Installation and Operation

  • Keep the electrical loading within the design range of the transformer. In liquid-cooled transformers, carefully monitor the top oil temperature.  
  • Install transformers in locations that are compatible with their design and construction. If placed outdoors, make sure the unit is rated for outdoor operation.  
  • Protect transformers from surges and other external hazards.  

Test the Oil

"The dielectric strength of transformer oil decreases rapidly with the absorption of moisture. One part water in 10,000 parts oil has been known to decrease the dielectric strength 50 percent. Oil samples from each tank, except of course small distribution transformers, should be given a break-down test at least once each year … so that moisture may be promptly detected and removed by filtering." (From The Locomotive, April 1925).

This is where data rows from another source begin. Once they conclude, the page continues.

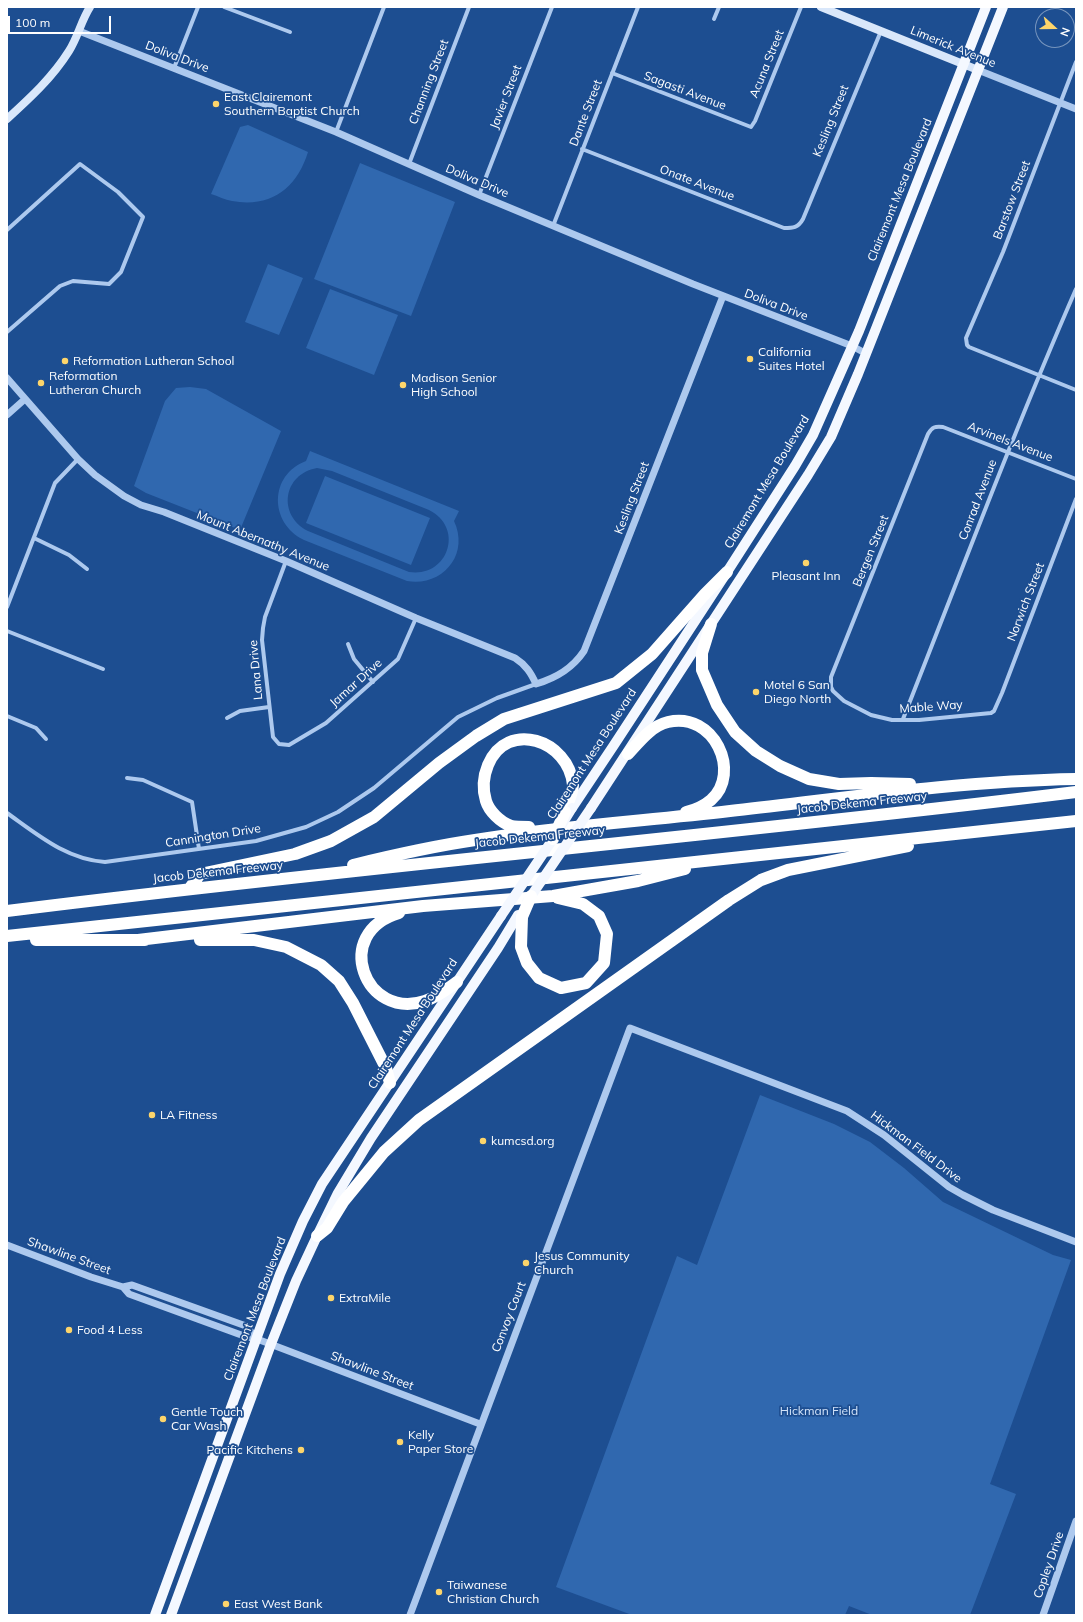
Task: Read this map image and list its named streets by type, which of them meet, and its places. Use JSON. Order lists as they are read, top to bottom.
{
  "streets": {
    "highway": ["Jacob Dekema Freeway"],
    "main road": ["Limerick Avenue", "Clairemont Mesa Boulevard"],
    "street": [
      "Doliva Drive",
      "Acuna Street",
      "Channing Street",
      "Sagasti Avenue",
      "Javier Street",
      "Dante Street",
      "Kesling Street",
      "Onate Avenue",
      "Barstow Street",
      "Arvinels Avenue",
      "Conrad Avenue",
      "Mount Abernathy Avenue",
      "Bergen Street",
      "Norwich Street",
      "Lana Drive",
      "Jamar Drive",
      "Mable Way",
      "Cannington Drive",
      "Hickman Field Drive",
      "Shawline Street",
      "Convoy Court",
      "Copley Drive"
    ]
  },
  "crossings": [
    ["Limerick Avenue", "Kesling Street"],
    ["Limerick Avenue", "Clairemont Mesa Boulevard"],
    ["Limerick Avenue", "Barstow Street"],
    ["Doliva Drive", "Channing Street"],
    ["Doliva Drive", "Javier Street"],
    ["Doliva Drive", "Dante Street"],
    ["Doliva Drive", "Kesling Street"],
    ["Doliva Drive", "Clairemont Mesa Boulevard"],
    ["Acuna Street", "Sagasti Avenue"],
    ["Sagasti Avenue", "Dante Street"],
    ["Dante Street", "Onate Avenue"],
    ["Kesling Street", "Onate Avenue"],
    ["Kesling Street", "Mount Abernathy Avenue"],
    ["Kesling Street", "Cannington Drive"],
    ["Clairemont Mesa Boulevard", "Shawline Street"],
    ["Barstow Street", "Conrad Avenue"],
    ["Arvinels Avenue", "Conrad Avenue"],
    ["Arvinels Avenue", "Bergen Street"],
    ["Conrad Avenue", "Mable Way"],
    ["Mount Abernathy Avenue", "Lana Drive"],
    ["Mount Abernathy Avenue", "Jamar Drive"],
    ["Mount Abernathy Avenue", "Cannington Drive"],
    ["Bergen Street", "Mable Way"],
    ["Norwich Street", "Mable Way"],
    ["Lana Drive", "Jamar Drive"],
    ["Hickman Field Drive", "Convoy Court"],
    ["Shawline Street", "Convoy Court"]
  ],
  "parks": ["Hickman Field"],
  "places": [
    "East Clairemont Southern Baptist Church",
    "California Suites Hotel",
    "Reformation Lutheran School",
    "Reformation Lutheran Church",
    "Madison Senior High School",
    "Pleasant Inn",
    "Motel 6 San Diego North",
    "LA Fitness",
    "kumcsd.org",
    "Jesus Community Church",
    "ExtraMile",
    "Food 4 Less",
    "Gentle Touch Car Wash",
    "Kelly Paper Store",
    "Pacific Kitchens",
    "Taiwanese Christian Church",
    "East West Bank"
  ],
  "scale_bar": "100 m",
  "north": "right"
}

  • Gas-in-oil analysis should be performed annually to measure the dissolved gases in the oil that are created by developing faults in the transformer. The specific gas and the amount of gas can identify the type of fault. The fluid screen test should be performed annually to determine the oil’s ability to perform as an insulant. These tests include dielectric breakdown, acidity, interfacial tension, etc.

Additional Maintenance

  • Keep the porcelain bushings and insulators clean.  
  • On liquid-cooled units, check the radiators for leaks, rust, accumulation of dirt, and any mechanical damage that would restrict the oil flow.  
  • Keep electrical connections tight.  
  • Inspect tap changes on a regular basis. Check the contacts for tightness, burning, pitting, freedom of movement, and alignment.  
  • The transformer windings, bushings, and arresters should have a Power Factor test on a three-year basis.  
  • Check the ground connection on the surge arrester annually. The connection should be tight, and the lead should be as short as possible. The earth resistance should be checked during the dry season, and should not exceed 5 ohms.  
  • Consider on-line transformer monitor system for the most critical transformers. There are a number of on-line systems currently on the market. The system vendors assemble a variety of probes and sensors, connect them to a data acquisition unit [DAU] and provide for remote telecommunications through a modem. The systems also incorporate an "expert system" to diagnose the problem and distinguish between events that are harmless and events that are dangerous.  

About the Author

William Bartley received a bachelor of science degree in electrical engineering from the University of Missouri at Rolla. Bill joined Hartford Steam Boiler as an electrical inspector in 1971 and is now a Principal Engineer in HSB’s Engineering Department, specializing in the assessment and analysis of large electrical apparatus, primarily generators and transformers. He is responsible for developing standards, OEM relations, fleet problems, large failure investigations, repair procedure development, and new testing technologies.

Disclaimer statement:

All recommendations are general guidelines and are not intended to be exhaustive or complete, nor are they designed to replace information or instructions from the manufacturer of your equipment. Contact your equipment service representative or manufacturer with specific questions.